Howdy blogaroos!!!! It’s me – Squirmy! Still here and still causing chaos!!!

I’m not sure Santa is going to be pleased with the current weather outlook here in Nova Scotia. It’s raining. And it’s windy. And more of the same tomorrow. And Wednesday. Santa will have to come in an ark.

Well it’s the time of year for the annual Christmas photos. Not a CHANCE we would ever go together to the Mall to pose with Santa. First off, the Warden would need another pair of hands to control us. Even then it could be sketchy. Remember the time she and Joanie took the Boss, the Coyote and Viktor to get a special blessing on St Francis day? The Coyote jumped out of the vehicle and took off. There was a commotion trying to catch him. When the dust settled and they were all under control, the Warden requested an exorcism before the blessing. Such great memories…

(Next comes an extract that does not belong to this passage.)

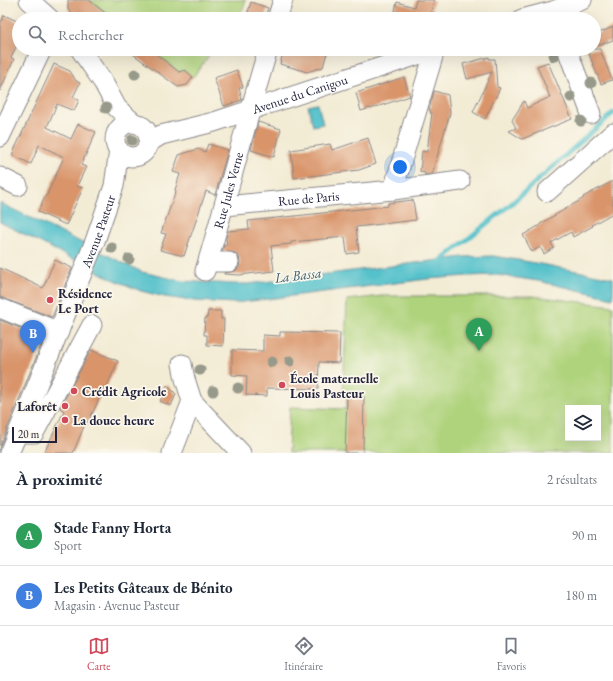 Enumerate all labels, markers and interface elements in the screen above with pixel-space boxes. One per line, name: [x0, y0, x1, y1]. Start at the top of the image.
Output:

Anyway, taking us to the Mall is CLEARLY not possible. Seriously, do ya think I’d get any gifts if I tried to pull off Santa’s gloves. And all that fur on his suit? I’ve seen pictures. The guy is just asking to be swung around by a Malinois.

Anyway, the Warden thought instead of antlers, she would try mouse ears. Mouse ears! I guess in reference to “not a creature was stirring, not even a mouse.” There were ZERO photos worthy of a Christmas greeting.

Case in point, this beauty. Usually the Coyote just looks sad with head gear. Here he looks almost mad. And I’m definitely sneering. Even Mr Happy Picture Taker doesn’t look all that thrilled…

Here I stick out my tongue while the Coyote agrees to pose – for a profile shot:

Here the Coyote is smiling. Because he’s dreaming of me falling backward off the rock. And I can read his thoughts. The Boss is in poser mode.

So then the Warden concedes defeat – and actually rethinks the whole mouse thing. She admits it was a moment of Dollar Store weakness.

So then she decided to try individual shots with the wreath around our necks. Of course the Boss was a willing participant. And even the Coyote looked at her. But yours truly? I looked mad or sad in every shot. Here are a few examples:

She told me to smile. I wouldn’t. She can get the Boss to smile by telling him to speak. That’s her smiley trick with him. But me? I don’t speak on command. I prefer to talk when I initiate the conversation. So the Warden had this not so bright idea of having me play fetch a bunch of times. She figured I would be breathing with my mouth open after a few runs. And I was. And I looked smiley. Until she put the wreath around m neck. Then I wasn’t smiling. Not to mention the fact that every time I fetched the toy off the wet grass, my face got more and more dirty and wet. THIS was the result:

She had to quit and fluff me all up again and take me out later.when she got the photo you see above.

We know you like bloopers – so we decided to take a little trip down Christmas Memory Bloopers Lane. Enjoy.

Simon says: LOOK TO THE RIGHT. Except good dogs.
Antler anguish. Except for the good dog.
When the antlers she bought are too small for your head, all you can do is smile while the tiny heads suffer.
And when the antlers fit, steal them…

And our all time favorite Christmas photo, entitled It’s the Most Wonderful Time of the Year.

The Warden says we are not done yet. She might not be – but trust me – we are. At least I am. And so is the Coyote. But the poser will do anything. Including this one.

Seriously. The guy will do ANYTHING for a treat. Needless to say, she didn’t try the box shot with me. Or the Coyote.

Apparently, Christmas baths are on the agenda this week. Does Santa REALLY care how we smell?! I mean those reindeer can’t exactly be fresh as a daisy!

OK. Enough for today. Happy last minute shopping!

Have a good one. Peace and paws up. Stay safe. JBJ.